A imagem do jovem prodígio que iniciou a carreira aos 12 anos, tocando e gravando os dois concertos de Chopin, tornou-se tão forte que às vezes é difícil lembrar que o pianista Evgeny Kissin é hoje um homem de 43 anos. Nem tudo mudou, porém: o russo continua a ser um dos grandes nomes do piano internacional – e nesta quarta, 17, faz dois aguardados recitais solos na Sala São Paulo.
Kissin deveria ter se apresentado no Brasil em 2012, também pela temporada da Cultura Artística, mas a morte de seu pai fez com que ele cancelasse a viagem, agora retomada. Nas duas apresentações, o repertório é o mesmo, com obras de Mozart, Beethoven, Brahms, Albeniz e Larregla. Kissin é avesso a entrevistas, mas falou ao jornal O Estado de S.Paulo por e-mail – e explicou que escolheu as peças para os recitais “por amor”.
“Sinto que alguns aspectos da atividade dos músicos são mais simples e menos misteriosos do que se imagina. Não há uma ideia específica por trás do programa que montei para minhas apresentações em São Paulo. A única razão para a minha escolha de repertório é o amor que sinto por algumas obras. Meus gostos são muito amplos, o repertório para piano é extremamente vasto.
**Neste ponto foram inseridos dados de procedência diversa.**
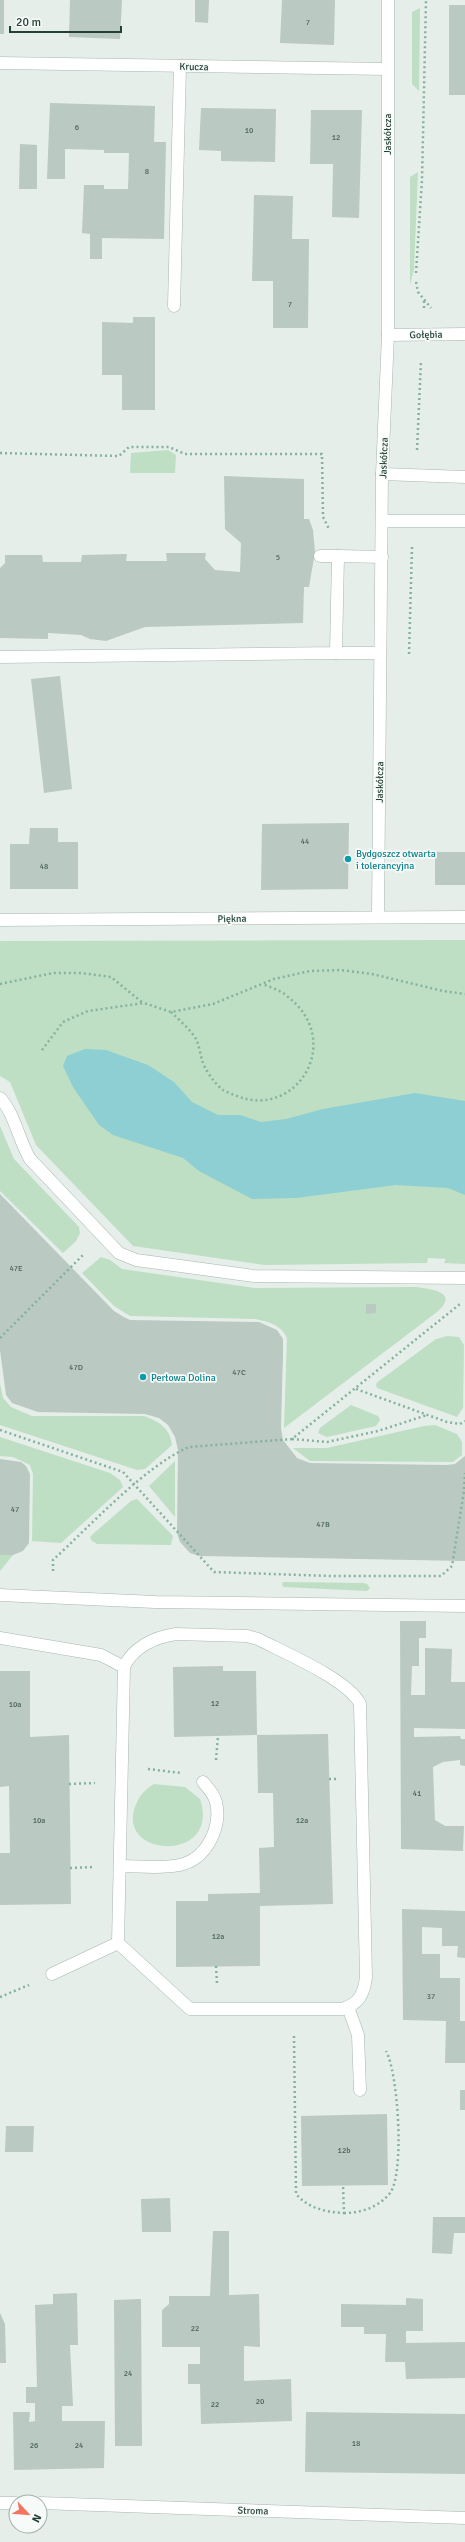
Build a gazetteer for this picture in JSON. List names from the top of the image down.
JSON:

Nesse processo, tento combinar peças maiores com outras menores. E se quero executar uma obra que pode ser difícil para a plateia, busco equilibrar com outras mais fáceis”, explica.
Kissin começou a estudar piano aos 6 anos e, com 10, fez sua estreia, interpretando um concerto de Mozart. Dois anos mais tarde, com a Filarmônica de Moscou, interpretou os concertos para piano de Chopin, que foram gravados e correram o mundo. Aos 14, realizou a primeira turnê fora da União Soviética e, pouco depois, cairia nas graças de Herbert von Karajan, se tornando convidado regular da Filarmônica de Berlim. Antes dos 20, já havia tocado nos principais palcos de Londres, Nova York e Paris, entre outras cidades. Não parou mais.
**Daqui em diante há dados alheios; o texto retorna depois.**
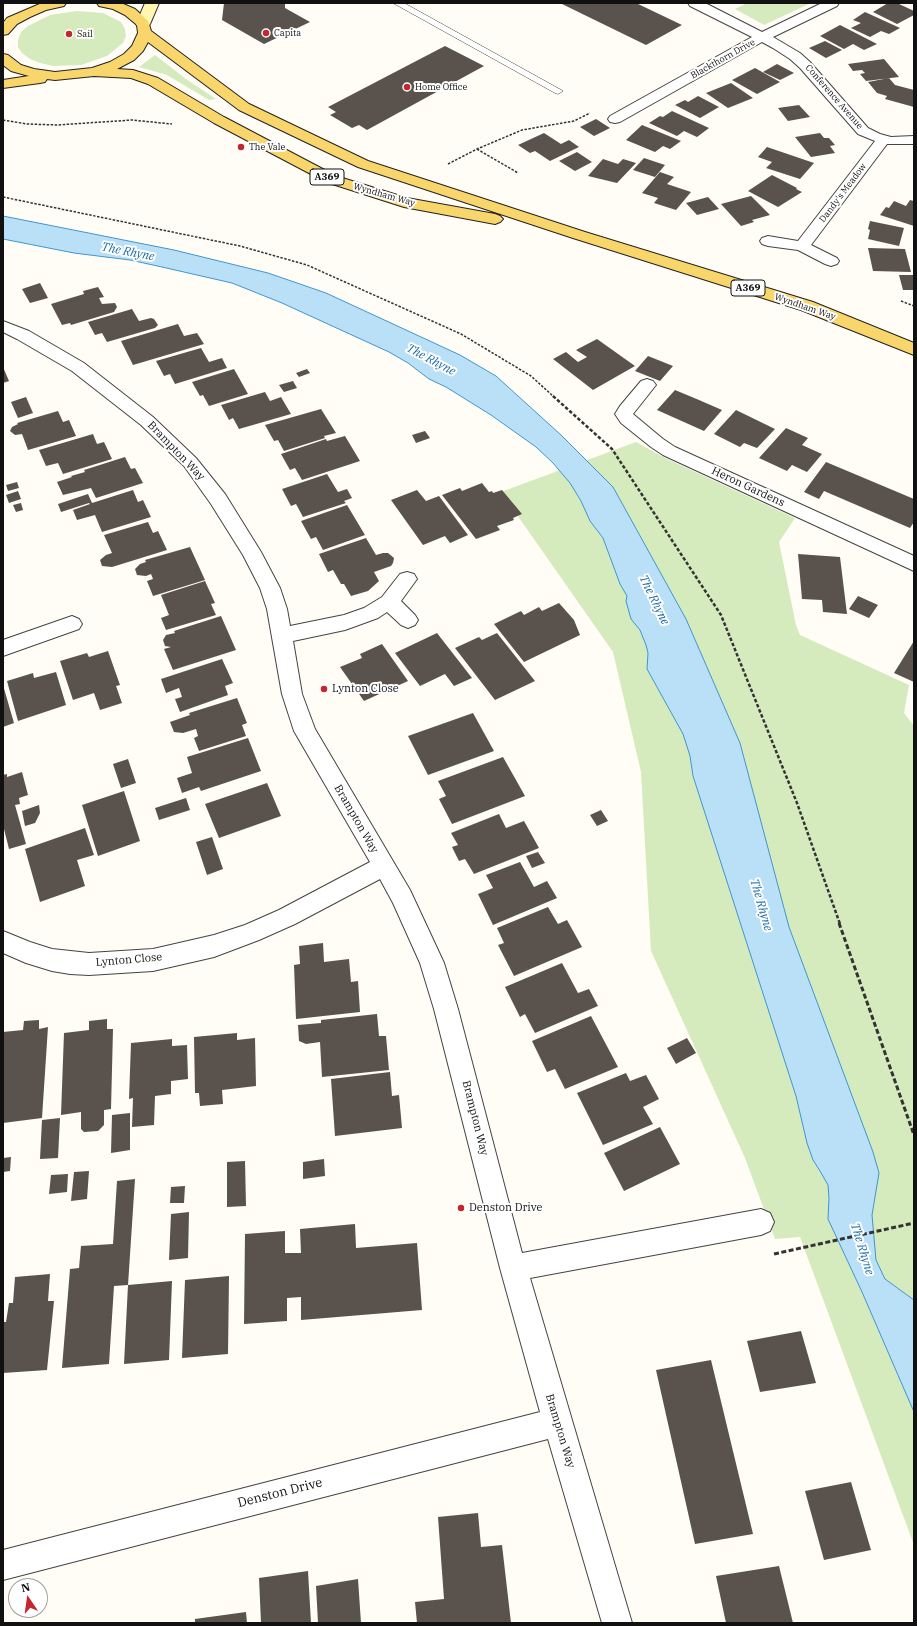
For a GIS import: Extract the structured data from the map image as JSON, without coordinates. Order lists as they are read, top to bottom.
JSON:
{
  "streets": {
    "main road": ["A369", "Wyndham Way"],
    "street": [
      "Blackthorn Drive",
      "Conference Avenue",
      "Dandy's Meadow",
      "Brampton Way",
      "Heron Gardens",
      "Lynton Close",
      "Denston Drive"
    ]
  },
  "crossings": [
    ["Blackthorn Drive", "Conference Avenue"],
    ["Conference Avenue", "Dandy's Meadow"],
    ["A369", "Wyndham Way"],
    ["Brampton Way", "Lynton Close"],
    ["Brampton Way", "Denston Drive"]
  ],
  "water": ["The Rhyne"],
  "places": [
    "Capita",
    "Sail",
    "Home Office",
    "The Vale",
    "Lynton Close",
    "Denston Drive"
  ],
  "north": "top"
}
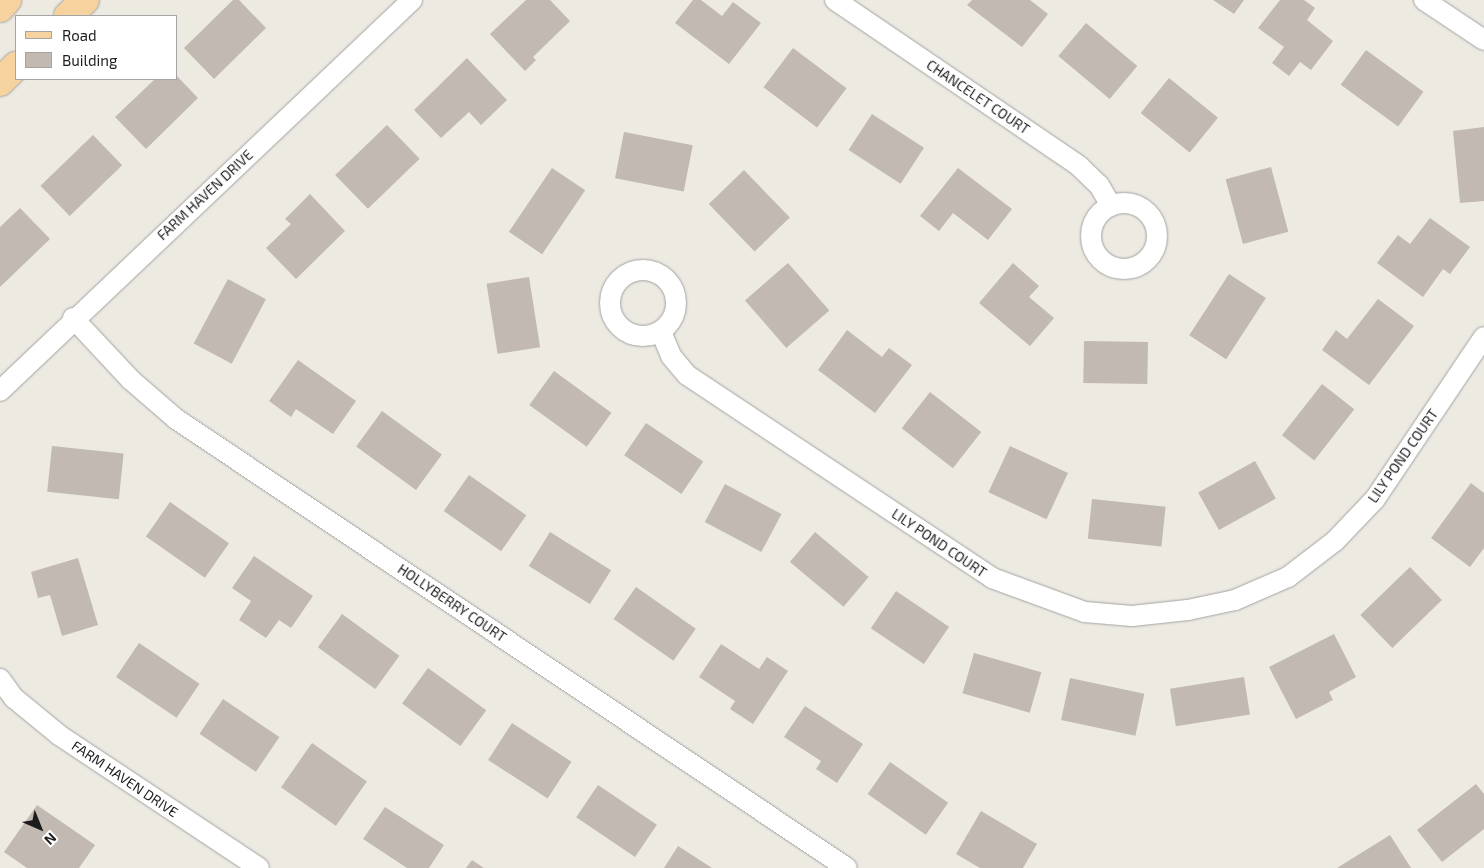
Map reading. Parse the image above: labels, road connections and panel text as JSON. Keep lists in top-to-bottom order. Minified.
{"streets":{"street":["CHANCELET COURT","FARM HAVEN DRIVE","LILY POND COURT","HOLLYBERRY COURT"]},"crossings":[["FARM HAVEN DRIVE","HOLLYBERRY COURT"]],"legend":["Road","Building"],"north":"bottom right"}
“Eu fui uma criança feliz”, responde ele quando questionado sobre a memória que guarda do início de sua relação com a música – e do começo de sua trajetória profissional. “Tive uma infância feliz. É difícil dizer que sentido as experiências da juventude definiram o músico que me tornei, mas estou certo de que todas as nossas experiências influenciaram a maneira como tocamos, mesmo que na maioria dos casos o próprio músico não saiba definir como isso se dá. Quando o jovem Joseph Hoffman perguntou ao grande professor Anton Rubinstein se deveria tocar determinada peça de um modo particular, ele respondeu: Quando o tempo está ensolarado, toque assim; quando chover, toque de outra forma. É isso um pouco o que acontece, mas sempre de maneira natural, sem que a gente perceba.”
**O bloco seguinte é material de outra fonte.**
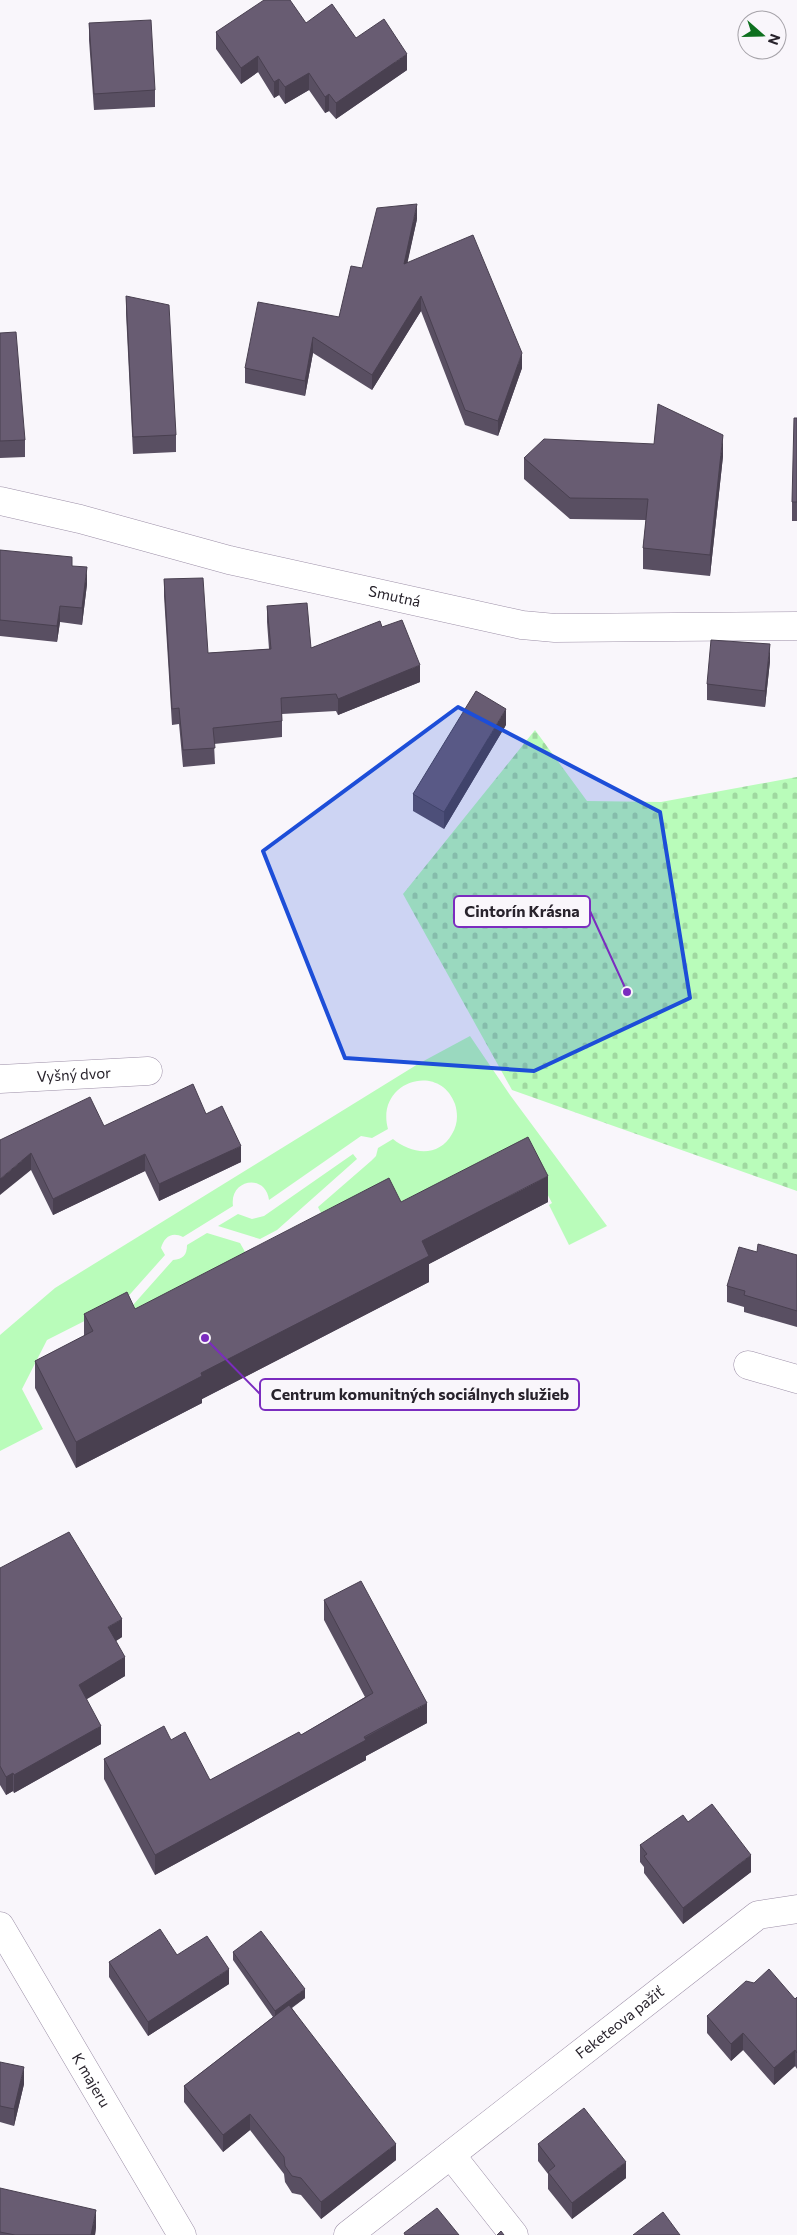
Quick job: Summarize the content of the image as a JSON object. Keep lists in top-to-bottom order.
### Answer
{
  "streets": {
    "street": [
      "Smutná",
      "Vyšný dvor",
      "Feketeova pažiť",
      "K majeru"
    ]
  },
  "places": ["Cintorín Krásna", "Centrum komunitných sociálnych služieb"],
  "north": "right"
}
Para Kissin, há algo de imponderável no trabalho do músico – e isso vale também para a releitura do repertório, que faz parte do cotidiano de qualquer intérprete. “Quando penso nas peças que tocarei no recital, por exemplo, acho que meus sentimentos com relação a elas não mudaram. Mas, na medida em que ganho maior experiência, naturalmente sou capaz de tocá-las melhor. É curioso que quando volto a peças antigas de meu repertório, sinto que minhas ideias sobre elas não mudaram, mas se ouço gravações do início da minha carreira, me dou conta do quanto toco diferente – e acho que isso tem a ver com o fato de que eu próprio passei por transformações.”
Kissin nasceu na União Soviética, é cidadão britânico e israelense e, depois de mais de uma década vivendo nos Estados Unidos, passa a maior parte de seu tempo em Paris, na França. Em outras palavras, fez da música sua pátria? “Minha herança judaica, assim como a russa, têm sido parte do que sou, como se fossem parte do meu corpo. Mas a música também tem sido assim e isso não tem nada a ver com onde vivo. Minha profissão é uma das mais internacionais do mundo. Mas, de certa forma, minha identidade será sempre a mesma, não importa a parte do mundo para onde o destino me levar.” As informações são do jornal O Estado de S. Paulo.